Stored data entries

Start of Block

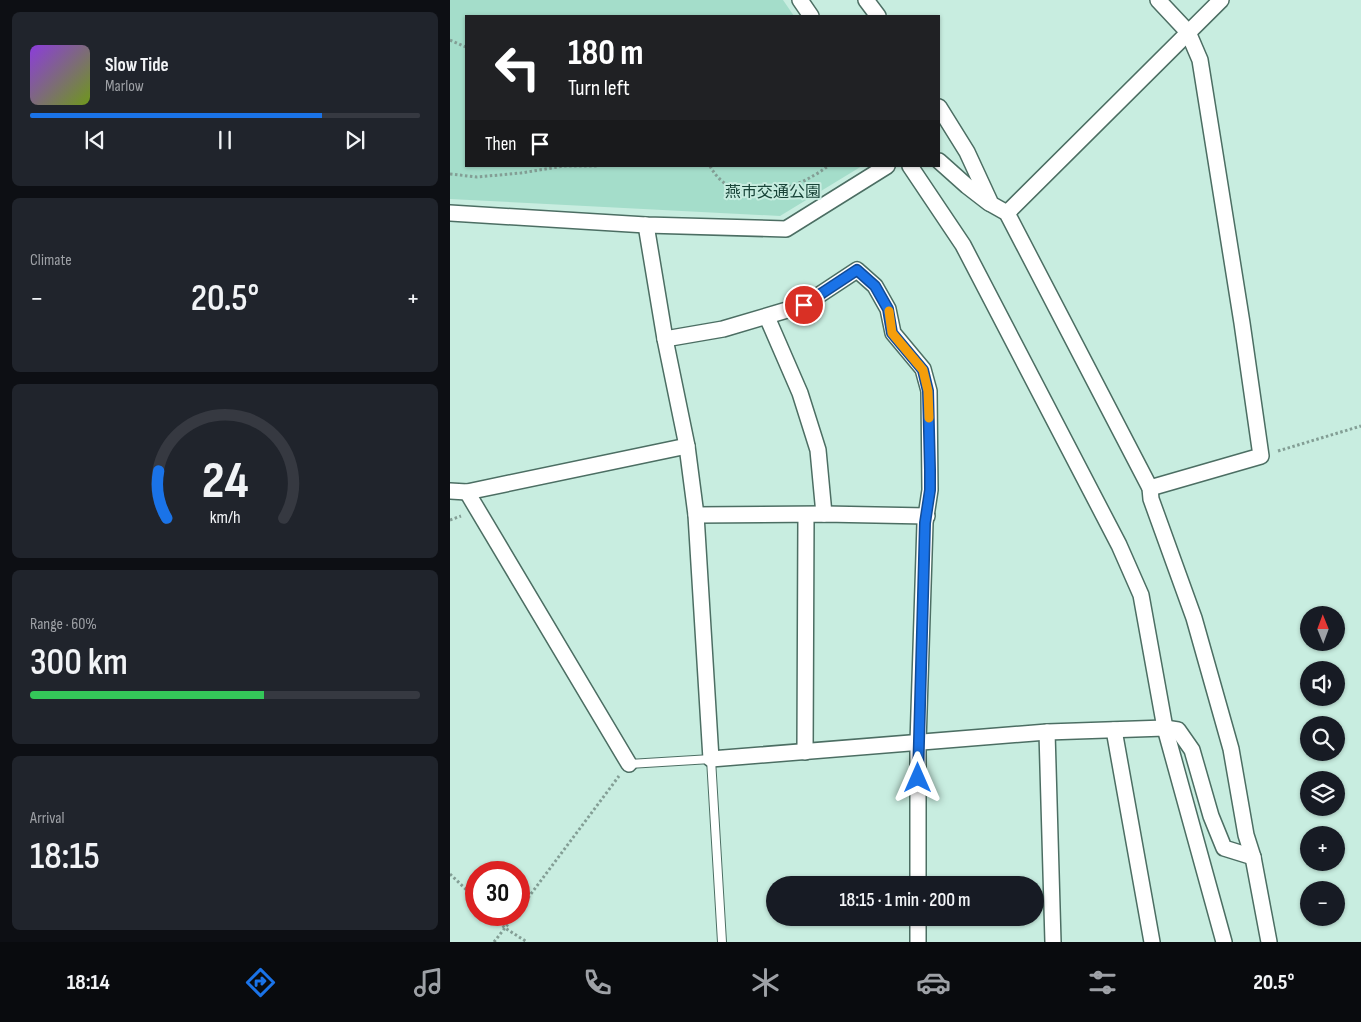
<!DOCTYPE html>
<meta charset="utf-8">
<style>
body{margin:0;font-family:"Sofia Sans Condensed","Noto Sans JP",sans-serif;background:#20242c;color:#f1f3f6;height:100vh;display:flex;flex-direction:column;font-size:19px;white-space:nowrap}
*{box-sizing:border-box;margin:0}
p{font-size:16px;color:#9ea1a6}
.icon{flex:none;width:28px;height:28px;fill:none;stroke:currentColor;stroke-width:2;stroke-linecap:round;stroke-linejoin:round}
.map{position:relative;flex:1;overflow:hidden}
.sheet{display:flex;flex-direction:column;gap:12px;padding:12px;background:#0d0f14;width:450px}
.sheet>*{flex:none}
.hud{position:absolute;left:15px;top:15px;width:475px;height:152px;border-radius:0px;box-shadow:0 1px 4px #0004;background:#202124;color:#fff;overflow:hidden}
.needle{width:32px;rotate:359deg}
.controls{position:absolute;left:850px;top:606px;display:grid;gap:10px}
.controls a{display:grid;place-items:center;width:45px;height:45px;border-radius:50%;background:#171b24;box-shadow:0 1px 4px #0004;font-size:25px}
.speed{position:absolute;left:15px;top:861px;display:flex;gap:10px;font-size:25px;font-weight:700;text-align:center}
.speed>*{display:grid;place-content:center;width:65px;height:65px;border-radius:50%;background:#171b24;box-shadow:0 1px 4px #0004;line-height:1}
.speed .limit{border:8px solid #d22;background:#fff;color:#111}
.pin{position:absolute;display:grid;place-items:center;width:42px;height:42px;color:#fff;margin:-21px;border:2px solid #fff;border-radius:50%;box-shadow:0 1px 5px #0007}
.me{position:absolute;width:55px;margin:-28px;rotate:0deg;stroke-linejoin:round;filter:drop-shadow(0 0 4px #0008)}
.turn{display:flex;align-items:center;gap:18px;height:105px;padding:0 20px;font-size:22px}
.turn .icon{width:65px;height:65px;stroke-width:2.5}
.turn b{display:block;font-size:35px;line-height:42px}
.then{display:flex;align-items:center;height:48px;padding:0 20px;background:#0003;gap:10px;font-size:19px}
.big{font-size:38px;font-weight:600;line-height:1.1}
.sheet .tile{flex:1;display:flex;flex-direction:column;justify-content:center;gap:8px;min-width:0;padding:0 18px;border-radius:8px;background:#20242c}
.sheet .dial{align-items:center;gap:0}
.dial svg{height:130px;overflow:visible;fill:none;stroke:#363941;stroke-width:7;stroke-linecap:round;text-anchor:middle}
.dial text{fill:#f1f3f6;stroke:none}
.song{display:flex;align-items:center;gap:15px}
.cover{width:60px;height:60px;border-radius:8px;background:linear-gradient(135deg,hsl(270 70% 55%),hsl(80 70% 35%))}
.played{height:5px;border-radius:2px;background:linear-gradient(90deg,#1a73e8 75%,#363941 75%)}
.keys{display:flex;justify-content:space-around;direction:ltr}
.heat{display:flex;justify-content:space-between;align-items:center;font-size:28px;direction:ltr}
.charge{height:8px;border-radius:4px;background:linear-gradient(90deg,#34c759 60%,#363941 0)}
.trip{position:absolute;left:316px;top:876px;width:278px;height:50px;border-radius:25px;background:#171b24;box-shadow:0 1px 4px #0004;font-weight:600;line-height:50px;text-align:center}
.dock{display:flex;height:80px;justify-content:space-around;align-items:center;background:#090b0e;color:#9ea1a6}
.dock .icon{width:35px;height:35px}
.dock .on{color:#1a73e8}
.dock b{font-size:22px;color:#f1f3f6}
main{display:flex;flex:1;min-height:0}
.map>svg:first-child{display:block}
.green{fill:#a4ddca}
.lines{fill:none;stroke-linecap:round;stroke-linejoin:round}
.service-casing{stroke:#4c6e63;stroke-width:10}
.minor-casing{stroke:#4c6e63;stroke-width:18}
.path{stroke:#839e95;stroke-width:3;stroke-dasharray:2.5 2.5;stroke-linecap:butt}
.service{stroke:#fff;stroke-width:8}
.minor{stroke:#fff;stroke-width:15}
.route-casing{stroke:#114b97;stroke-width:12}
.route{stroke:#1a73e8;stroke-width:9}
.slow{stroke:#f59e0b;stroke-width:9}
.labels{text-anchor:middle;stroke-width:4;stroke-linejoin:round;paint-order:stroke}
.park-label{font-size:16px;fill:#184438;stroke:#c8ede0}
</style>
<main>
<section class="sheet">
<div class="tile">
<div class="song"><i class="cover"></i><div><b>Slow Tide</b><p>Marlow</p></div></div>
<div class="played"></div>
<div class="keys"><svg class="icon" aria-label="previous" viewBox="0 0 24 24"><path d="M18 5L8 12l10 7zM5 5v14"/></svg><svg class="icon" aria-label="pause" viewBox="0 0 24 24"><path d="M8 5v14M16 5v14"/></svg><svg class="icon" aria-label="next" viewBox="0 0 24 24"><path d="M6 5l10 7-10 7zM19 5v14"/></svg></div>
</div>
<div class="tile"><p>Climate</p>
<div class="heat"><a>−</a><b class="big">20.5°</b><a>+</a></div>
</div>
<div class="tile dial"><svg viewBox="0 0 100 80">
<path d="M14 69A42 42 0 1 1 86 69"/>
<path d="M14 69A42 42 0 0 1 9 40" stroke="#1a73e8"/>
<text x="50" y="56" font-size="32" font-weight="700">24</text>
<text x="50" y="72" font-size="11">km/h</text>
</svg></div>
<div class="tile"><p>Range · 60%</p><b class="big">300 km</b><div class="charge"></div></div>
<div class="tile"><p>Arrival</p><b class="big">18:15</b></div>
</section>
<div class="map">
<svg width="911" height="942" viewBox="0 0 911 942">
<rect width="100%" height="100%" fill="#c8ede0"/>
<polygon class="green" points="0,0 333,0 344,16 16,16 16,166 412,166 330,216 0,199"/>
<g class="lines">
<defs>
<polyline id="service" points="179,764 261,759 272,942"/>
<g id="minor">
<polyline points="350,0 361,16"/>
<polyline points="416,0 428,16"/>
<polyline points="489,107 517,152 541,204 557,213 700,488 701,499 744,618 781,749 796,835 803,857 819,942"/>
<polyline points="489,161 517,186 539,203"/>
<polyline points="460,166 513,245 669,545 691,595 715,728 774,942"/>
<polyline points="0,213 196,225 336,229 437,166"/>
<polyline points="557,213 771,0"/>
<polyline points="196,225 215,339 237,446 246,515 261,759 597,732 715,728 728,730 742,750 761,816 774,848 803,857"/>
<polyline points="317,317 350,393 368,450 374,514"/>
<polyline points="215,339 273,329 354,305 407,270 425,286 438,309 443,333 473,369 479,391 480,490 475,523 468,743 468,885"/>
<polyline points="700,488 811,456 792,323 750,60 738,32 708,0"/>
<polyline points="0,491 17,492 237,446"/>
<polyline points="17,492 179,764"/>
<polyline points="246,515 374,514 477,516"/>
<polyline points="664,730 702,942"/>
<polyline points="597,732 603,942"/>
<polyline points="355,752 356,515"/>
<polyline points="468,918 468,942"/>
</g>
</defs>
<use href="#service" class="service-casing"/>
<use href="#minor" class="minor-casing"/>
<g class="path">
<polyline points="0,40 16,47"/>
<path d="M260,166C284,211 346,191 378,166"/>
<polyline points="0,174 27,177 71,173 114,166 148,166"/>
<polyline points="828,451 911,426"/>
<polyline points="0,520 11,516"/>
<polyline points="0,874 26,899"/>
<polyline points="69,910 169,776"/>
<polyline points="42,915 55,928 77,942"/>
<polyline points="44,942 65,915"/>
</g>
<use href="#service" class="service"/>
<use href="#minor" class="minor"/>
</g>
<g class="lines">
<defs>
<polyline id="route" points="354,305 407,270 425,286 438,309 442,333 473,370 478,391 480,470 480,490 475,523 468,778"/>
</defs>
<use href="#route" class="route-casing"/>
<use href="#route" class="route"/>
<polyline class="slow" points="439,311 442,333 473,370 478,391 479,418"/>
</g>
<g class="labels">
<g class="park-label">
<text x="323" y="197">燕市交通公園</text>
</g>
</g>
</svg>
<div class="controls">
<a><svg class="needle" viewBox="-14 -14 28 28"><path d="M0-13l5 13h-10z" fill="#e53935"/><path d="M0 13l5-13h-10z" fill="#9ea1a6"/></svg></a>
<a><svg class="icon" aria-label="sound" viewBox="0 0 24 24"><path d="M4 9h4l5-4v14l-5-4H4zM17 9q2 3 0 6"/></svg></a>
<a><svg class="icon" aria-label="search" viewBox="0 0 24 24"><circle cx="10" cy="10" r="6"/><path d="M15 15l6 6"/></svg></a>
<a><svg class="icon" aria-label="layers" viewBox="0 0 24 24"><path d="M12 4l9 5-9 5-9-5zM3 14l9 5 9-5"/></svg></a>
<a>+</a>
<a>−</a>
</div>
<div class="speed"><div class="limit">30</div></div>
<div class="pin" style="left:354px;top:305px;background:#d93025"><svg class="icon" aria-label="arrive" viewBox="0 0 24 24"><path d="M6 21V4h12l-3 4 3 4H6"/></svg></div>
<svg class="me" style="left:468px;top:778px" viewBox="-20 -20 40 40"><path d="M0-17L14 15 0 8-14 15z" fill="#1a73e8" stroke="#fff" stroke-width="4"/></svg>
<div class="trip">18:15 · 1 min · 200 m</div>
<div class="hud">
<div class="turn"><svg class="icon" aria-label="left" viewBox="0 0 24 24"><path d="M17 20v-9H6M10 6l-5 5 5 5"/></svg><div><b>180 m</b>Turn left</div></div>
<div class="then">Then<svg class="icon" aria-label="arrive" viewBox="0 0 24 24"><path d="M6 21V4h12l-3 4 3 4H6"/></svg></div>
</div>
</div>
</main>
<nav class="dock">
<b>18:14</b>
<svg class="icon on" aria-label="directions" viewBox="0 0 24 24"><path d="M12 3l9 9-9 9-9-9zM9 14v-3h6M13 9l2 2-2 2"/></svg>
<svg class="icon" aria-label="music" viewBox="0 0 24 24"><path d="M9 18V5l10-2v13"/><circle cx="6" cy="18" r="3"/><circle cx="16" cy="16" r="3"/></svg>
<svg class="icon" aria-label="phone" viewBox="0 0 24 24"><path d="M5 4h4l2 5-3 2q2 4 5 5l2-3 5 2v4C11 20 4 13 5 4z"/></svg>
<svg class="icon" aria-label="climate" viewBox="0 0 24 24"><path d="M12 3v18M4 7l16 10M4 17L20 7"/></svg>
<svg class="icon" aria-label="car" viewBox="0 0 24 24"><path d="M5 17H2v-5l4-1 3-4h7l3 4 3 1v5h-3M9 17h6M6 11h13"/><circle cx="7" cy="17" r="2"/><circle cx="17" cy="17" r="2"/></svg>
<svg class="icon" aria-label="filters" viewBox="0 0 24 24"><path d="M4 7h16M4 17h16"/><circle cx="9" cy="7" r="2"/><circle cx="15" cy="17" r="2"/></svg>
<b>20.5°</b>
</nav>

End of Block

**Problem requirements**.
All lines from the one containing "<b>18:14</b>" to the last line above should be reproduced exactly, and no other lines should be given.

**Problem solution**.
<b>18:14</b>
<svg class="icon on" aria-label="directions" viewBox="0 0 24 24"><path d="M12 3l9 9-9 9-9-9zM9 14v-3h6M13 9l2 2-2 2"/></svg>
<svg class="icon" aria-label="music" viewBox="0 0 24 24"><path d="M9 18V5l10-2v13"/><circle cx="6" cy="18" r="3"/><circle cx="16" cy="16" r="3"/></svg>
<svg class="icon" aria-label="phone" viewBox="0 0 24 24"><path d="M5 4h4l2 5-3 2q2 4 5 5l2-3 5 2v4C11 20 4 13 5 4z"/></svg>
<svg class="icon" aria-label="climate" viewBox="0 0 24 24"><path d="M12 3v18M4 7l16 10M4 17L20 7"/></svg>
<svg class="icon" aria-label="car" viewBox="0 0 24 24"><path d="M5 17H2v-5l4-1 3-4h7l3 4 3 1v5h-3M9 17h6M6 11h13"/><circle cx="7" cy="17" r="2"/><circle cx="17" cy="17" r="2"/></svg>
<svg class="icon" aria-label="filters" viewBox="0 0 24 24"><path d="M4 7h16M4 17h16"/><circle cx="9" cy="7" r="2"/><circle cx="15" cy="17" r="2"/></svg>
<b>20.5°</b>
</nav>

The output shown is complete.